No segundo seguinte, senti-me embater contra o peito de alguém. Com a tamanha velocidade que ia quando fui contra a pessoa, recuei um três passos e levei as mãos à cabeça. Estava zonza e agora abandonada pela minha irmã, que pareceu não se importar o suficiente para esperar por mim.

Ao voltar à realidade, reparei que o rapaz apanhava os livros que se tinham espalhado pela distância que nos separava. Mais uma vez, o meu fator azar tinha entrado em ação e tinha prejudicado a vida de outras pessoas pelo caminho.

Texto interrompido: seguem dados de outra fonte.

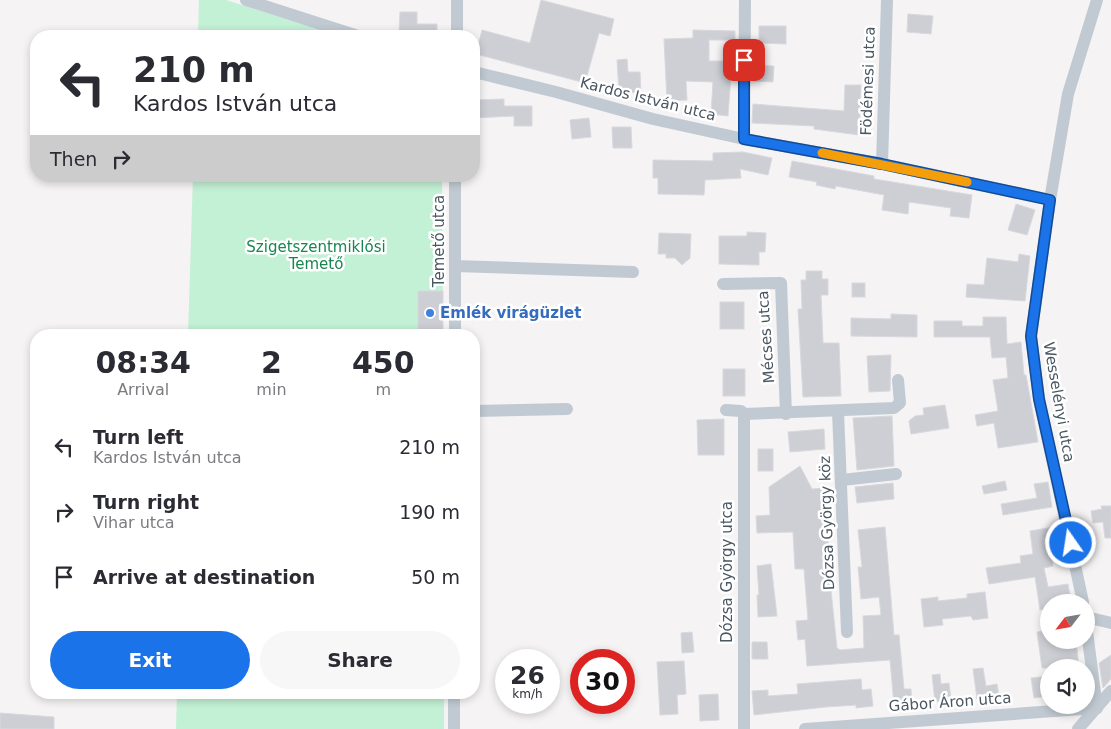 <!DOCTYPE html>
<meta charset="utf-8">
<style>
body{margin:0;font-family:"DejaVu Sans",sans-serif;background:#f7f7f7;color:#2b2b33;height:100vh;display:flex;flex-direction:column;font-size:19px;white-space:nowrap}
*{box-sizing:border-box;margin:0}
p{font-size:16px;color:#7c7c81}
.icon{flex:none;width:28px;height:28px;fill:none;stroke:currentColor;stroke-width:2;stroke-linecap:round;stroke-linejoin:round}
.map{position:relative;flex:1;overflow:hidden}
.sheet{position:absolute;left:30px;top:329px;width:450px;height:370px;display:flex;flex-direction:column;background:#fff;border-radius:20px;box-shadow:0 2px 8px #0003}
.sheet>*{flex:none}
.top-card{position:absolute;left:30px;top:30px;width:450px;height:152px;border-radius:20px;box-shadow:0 2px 8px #0003;background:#fff;color:#2b2b33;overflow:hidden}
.needle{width:32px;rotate:239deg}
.fabs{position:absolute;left:1040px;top:594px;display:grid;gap:10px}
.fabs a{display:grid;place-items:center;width:55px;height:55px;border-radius:50%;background:#fff;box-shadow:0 2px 8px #0003;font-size:25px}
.speed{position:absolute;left:495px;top:649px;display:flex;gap:10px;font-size:25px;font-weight:700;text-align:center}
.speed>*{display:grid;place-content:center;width:65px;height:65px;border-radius:50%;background:#fff;box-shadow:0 2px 8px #0003;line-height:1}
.speed small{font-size:12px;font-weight:400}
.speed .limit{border:8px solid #d22;background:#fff;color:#111}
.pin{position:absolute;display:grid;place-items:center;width:42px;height:42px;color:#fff;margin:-21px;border-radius:10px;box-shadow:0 2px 8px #0006}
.me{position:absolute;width:55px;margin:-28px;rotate:347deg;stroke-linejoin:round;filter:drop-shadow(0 0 4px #0008)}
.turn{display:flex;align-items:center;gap:18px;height:105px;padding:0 20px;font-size:22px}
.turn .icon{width:65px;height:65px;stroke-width:2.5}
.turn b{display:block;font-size:35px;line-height:42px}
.then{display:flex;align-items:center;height:48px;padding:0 20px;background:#0003;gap:10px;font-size:19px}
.eta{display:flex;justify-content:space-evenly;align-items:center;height:85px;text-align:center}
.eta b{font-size:30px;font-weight:800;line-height:35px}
.button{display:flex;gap:10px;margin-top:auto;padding:10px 20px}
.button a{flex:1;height:58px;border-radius:30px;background:#1a73e8;color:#fff;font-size:20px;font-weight:800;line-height:58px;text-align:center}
.button a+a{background:#f7f7f7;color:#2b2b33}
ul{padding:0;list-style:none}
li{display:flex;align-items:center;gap:15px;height:65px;padding:0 20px}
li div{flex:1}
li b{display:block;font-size:19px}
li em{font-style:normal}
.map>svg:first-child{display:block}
.green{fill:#c3f1d5}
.building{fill:#cdcfd5;stroke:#d7d9de}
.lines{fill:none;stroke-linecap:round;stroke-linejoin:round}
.minor{stroke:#c1cad2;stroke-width:12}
.route-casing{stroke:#114b97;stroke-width:12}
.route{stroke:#1a73e8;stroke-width:9}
.slow{stroke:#f59e0b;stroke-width:9}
.shop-dot{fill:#3f7fe0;stroke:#fff;stroke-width:2}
.labels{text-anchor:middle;stroke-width:5;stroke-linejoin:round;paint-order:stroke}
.street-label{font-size:15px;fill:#4a5661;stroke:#fff}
.park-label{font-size:15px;fill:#17864f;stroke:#fff}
.shop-label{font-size:15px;font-weight:bold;fill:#366cbe;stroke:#fff;text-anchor:start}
</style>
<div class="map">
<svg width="1111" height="729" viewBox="0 0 1111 729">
<rect width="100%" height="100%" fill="#f5f3f3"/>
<!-- green -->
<g class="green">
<polygon points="199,0 226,0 340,36 198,36"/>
<polygon points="193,176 442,176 443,335 188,335"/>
<polygon points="177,693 444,693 444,729 176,729"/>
</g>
<!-- building -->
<g class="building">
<polygon points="541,0 614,19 610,36 599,33 585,83 476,54 482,30 530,43"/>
<polygon points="400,12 417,12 417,24 437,24 437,36 415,36 415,32 399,32"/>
<polygon points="908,14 933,16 931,34 907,32"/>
<polygon points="759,26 786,26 786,44 759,43"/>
<polygon points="693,30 735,31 735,40 709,40 709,61 732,61 728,116 711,114 713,82 686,81 687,100 667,101 664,39 693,38"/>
<polygon points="627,59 628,72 640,72 641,92 619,93 617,60"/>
<polygon points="754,65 774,66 773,82 753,81"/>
<polygon points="845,85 861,85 859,135 814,129 814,126 752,123 753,104 844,111"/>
<polygon points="504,99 504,106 532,106 532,126 514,126 514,116 474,118 474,100"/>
<polygon points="589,118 591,137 572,139 570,120"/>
<polygon points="612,127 631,127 632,148 613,148"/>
<polygon points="743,152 772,158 768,175 740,169 741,178 705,180 704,195 658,194 658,178 653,178 653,160 713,161 713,153"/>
<polygon points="792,161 874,176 874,179 972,195 969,218 950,216 951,208 909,202 908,214 882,210 884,195 836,186 835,189 816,185 817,182 789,177"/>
<polygon points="1016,204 1035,210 1027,235 1008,230"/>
<polygon points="747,232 766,233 765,252 759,252 759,265 719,264 719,236 747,236"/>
<polygon points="659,233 691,234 690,258 682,265 675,258 666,258 666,254 658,254"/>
<polygon points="1019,254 1030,256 1025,301 966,297 967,284 984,285 987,258 1018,262"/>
<polygon points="806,271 822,271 822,279 828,279 828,295 821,295 823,343 839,343 841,396 803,397 798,309 802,309 801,280 806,280"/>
<rect x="852" y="283" width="13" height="14"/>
<rect x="418" y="291" width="25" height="44"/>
<rect x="720" y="302" width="24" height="27"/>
<polygon points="891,314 917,315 917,337 851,336 851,318 891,319"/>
<polygon points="983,317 1006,317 1007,344 1021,342 1024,375 1026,375 1038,442 998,448 994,423 977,426 975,415 998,411 993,380 1008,378 1006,357 992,358 990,337 934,337 934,321 962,321 962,326 983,326"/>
<polygon points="891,355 890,391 869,392 867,356"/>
<rect x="723" y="369" width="22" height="27"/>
<polygon points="945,405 949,428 911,434 909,421 915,416 924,415 923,408"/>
<polygon points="892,416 894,466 857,470 853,418"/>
<polygon points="724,419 724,455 698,455 697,420"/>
<polygon points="824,429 825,449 790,452 788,432"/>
<rect x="758" y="449" width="15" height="22"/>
<polygon points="800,466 812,489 827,488 832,538 828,539 830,581 837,648 840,650 864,648 863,616 881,615 879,597 861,599 858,567 862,567 858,530 885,527 894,635 899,635 904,689 911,689 912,704 894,705 890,660 807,666 805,639 798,640 796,621 808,620 804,569 795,569 793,532 757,533 756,516 770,515 769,487"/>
<polygon points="1005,481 1007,490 984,494 982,486"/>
<polygon points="1048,482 1052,507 1003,515 1001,504 1037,498 1034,484"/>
<polygon points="893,483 894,499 857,503 855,487"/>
<polygon points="1101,506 1111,506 1111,538 1105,538 1103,522 1093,523 1091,511 1102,509"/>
<polygon points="1054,527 1057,541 1050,542 1053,566 1044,568 1048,587 1068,584 1071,602 1049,602 1049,609 1040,610 1035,577 989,584 986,568 1021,563 1020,556 1033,554 1030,531"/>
<polygon points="771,564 777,616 758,617 757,595 759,595 757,566"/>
<polygon points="985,592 988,618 973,620 971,616 942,619 943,625 924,627 921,599 938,597 938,601 967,598 967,594"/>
<polygon points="1049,630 1049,640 1076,640 1079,668 1042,668 1037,632"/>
<polygon points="692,632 694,652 682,653 681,633"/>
<polygon points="752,642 767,642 768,659 752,659"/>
<polygon points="1111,655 1111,679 1103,688 1099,663"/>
<polygon points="684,661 686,694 677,695 678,714 660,715 657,662"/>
<polygon points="983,668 986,686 997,684 999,696 977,699 973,669"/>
<polygon points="940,674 941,684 949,683 951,700 935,702 932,675"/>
<polygon points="1049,676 1049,696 1034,698 1031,678"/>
<polygon points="861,679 862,690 871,689 873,706 856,708 856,705 826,707 754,715 752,691 768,690 768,696 798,694 797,684"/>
<polygon points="718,694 719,720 700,721 699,695"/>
<polygon points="0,713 54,717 54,729 0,729"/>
</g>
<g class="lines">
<!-- minor -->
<g class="minor">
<polyline points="246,0 358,36"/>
<polyline points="457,36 457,0"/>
<polyline points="474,72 556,92 653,119 744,139 882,164 1050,200"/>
<polyline points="744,139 745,0"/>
<polyline points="882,164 887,0"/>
<polyline points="455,266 633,272"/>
<polyline points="723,284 781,283 786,414"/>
<polyline points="455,335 455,176"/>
<polyline points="726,410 741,411 744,414 894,408 900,403 898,380"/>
<polyline points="474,411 567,409"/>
<polyline points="838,412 847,632"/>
<polyline points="744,414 744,729"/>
<polyline points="842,480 896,474"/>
<polyline points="1083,602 1039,399 1031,336 1050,200 1068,94 1097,0"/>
<polyline points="1086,617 1111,623"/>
<polyline points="1086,624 1097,708"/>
<polyline points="454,692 454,729"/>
<polyline points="805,729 1097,708"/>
<polyline points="1078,729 1111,691"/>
</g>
</g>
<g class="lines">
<defs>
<polyline id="route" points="744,60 744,139 882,164 1050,200 1031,336 1039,399 1071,543"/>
</defs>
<!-- route casing -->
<use href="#route" class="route-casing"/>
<!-- route -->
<use href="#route" class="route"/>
<!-- slow -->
<polyline class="slow" points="822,153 967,182"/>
</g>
<!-- markers -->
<circle class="shop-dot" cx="430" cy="313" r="5"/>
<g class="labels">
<!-- street labels -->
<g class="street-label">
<text transform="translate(868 81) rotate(-88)" y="5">Födémesi utca</text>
<text transform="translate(648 99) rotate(14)" y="5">Kardos István utca</text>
<text transform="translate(439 241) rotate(-90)" y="5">Temető utca</text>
<text transform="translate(766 337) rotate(-94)" y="5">Mécses utca</text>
<text transform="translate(1059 402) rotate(80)" y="5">Wesselényi utca</text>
<text transform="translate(827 523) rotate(-92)" y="5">Dózsa György köz</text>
<text transform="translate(727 572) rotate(-90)" y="5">Dózsa György utca</text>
<text transform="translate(950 702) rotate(-4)" y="5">Gábor Áron utca</text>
</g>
<!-- park labels -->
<g class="park-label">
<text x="316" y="252">Szigetszentmiklósi<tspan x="316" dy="17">Temető</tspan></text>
</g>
<!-- shop labels -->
<g class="shop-label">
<text x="440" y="318">Emlék virágüzlet</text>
</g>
</g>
</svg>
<div class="fabs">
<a><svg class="needle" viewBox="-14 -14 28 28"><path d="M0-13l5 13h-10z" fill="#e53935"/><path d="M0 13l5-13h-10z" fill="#7c7c81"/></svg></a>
<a><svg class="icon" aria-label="sound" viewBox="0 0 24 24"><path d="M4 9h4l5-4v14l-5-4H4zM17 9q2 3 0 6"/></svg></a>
</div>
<div class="speed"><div>26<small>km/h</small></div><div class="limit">30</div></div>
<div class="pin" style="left:744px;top:60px;background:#d93025"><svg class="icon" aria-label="arrive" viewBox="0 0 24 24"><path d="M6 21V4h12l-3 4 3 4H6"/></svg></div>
<svg class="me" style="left:1071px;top:543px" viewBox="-20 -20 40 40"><circle r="17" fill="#1a73e8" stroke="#fff" stroke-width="3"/><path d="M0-11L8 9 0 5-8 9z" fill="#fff"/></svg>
<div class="top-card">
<div class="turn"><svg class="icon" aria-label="left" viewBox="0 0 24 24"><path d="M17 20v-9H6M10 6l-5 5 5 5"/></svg><div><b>210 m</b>Kardos István utca</div></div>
<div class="then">Then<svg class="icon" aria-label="right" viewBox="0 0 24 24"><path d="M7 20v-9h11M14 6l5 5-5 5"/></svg></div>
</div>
<section class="sheet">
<div class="eta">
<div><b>08:34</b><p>Arrival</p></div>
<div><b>2</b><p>min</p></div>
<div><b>450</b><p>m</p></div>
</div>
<ul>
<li><svg class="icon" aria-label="left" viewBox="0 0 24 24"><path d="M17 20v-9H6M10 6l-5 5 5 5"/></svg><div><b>Turn left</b><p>Kardos István utca</p></div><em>210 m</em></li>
<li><svg class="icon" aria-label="right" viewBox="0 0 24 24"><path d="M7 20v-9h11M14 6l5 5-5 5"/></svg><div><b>Turn right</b><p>Vihar utca</p></div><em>190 m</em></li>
<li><svg class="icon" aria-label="arrive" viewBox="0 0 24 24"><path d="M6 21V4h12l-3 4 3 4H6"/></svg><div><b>Arrive at destination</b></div><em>50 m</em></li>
</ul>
<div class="button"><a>Exit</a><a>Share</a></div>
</section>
</div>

— Eu peço imensa desculpa! — Desculpei-me, vendo-o a pôr os livros na mala bege a tiracolo que também tinha caído. — Eu sou tão desastrada! Estás bem?

Ao erguer a cabeça, pude finalmente ver bem quem foi o pobre coitado que teve o azar de ser abalroado por uma caloira.

Ele tinha cabelo loiro, olhos azuis e o maxilar bem desenhado. Parecia analisar-me com cuidado. A suspeita no seu olhar não passava despercebida e a julgar pela sobrancelha erguida, eu não lhe era indiferente.

— Conhecemo-nos? — Perguntou depois de alguns segundos de puro silêncio misterioso.

— Não sei. Eu pelo menos não te conheço. Pareço-te familiar?

Cruzou os braços. Pôs-se a olhar para mim ainda mais empenhado na tentativa de desvendar a minha identidade. Depois de me olhar de cima a baixo, agarrou gentilmente no meu queixo. Virou a minha cara para analisar-me de perfil e, de seguida, admirou as minhas mãos.

Os seus lábios desenharam um sorriso ladino. Talvez tivesse chegado a algum lado. Contudo, eu continuava a não reconhecê-lo.

— E pensar que só te vi uma vez na vida e achei que não te veria mais... — disse ele num murmúrio, na expectativa de não ser ouvido.

— Onde? — Perguntei involuntariamente.

O rapaz ajeitou a alça da sua mala, aparentava querer partir sem me dar resposta. Deixou escapar um pequeno riso.

— Até um próximo encontro, Belmonte.

Passou por mim e começou a descer as escadas, deixando-me sem uma resposta concreta. À procura de saciar a minha curiosidade, desci as escadas atrás dele.

— Espera! — Chamei-o, acelerando o passo. — Como te chamas? — Perguntei alto para ele me ouvir.

— Não queiras saber! — Respondeu de volta de longe, entrando num Mercedes-Benz preto de seguida.

Apreciei o carro partir viagem. Parei no tempo pesquisando mentalmente alguma cara que eu já tivesse visto que lhe fosse semelhante.

— Vera! — A Leonor chamou-me do estacionamento. — Então?! Estás a brincar com o fogo ou quê?!

— Estou a ir!

Desci as escadas e corri até ela, que entrou no lugar do condutor.

— Obrigada por esperares por mim, maninha — dei-lhe um beijo na bochecha.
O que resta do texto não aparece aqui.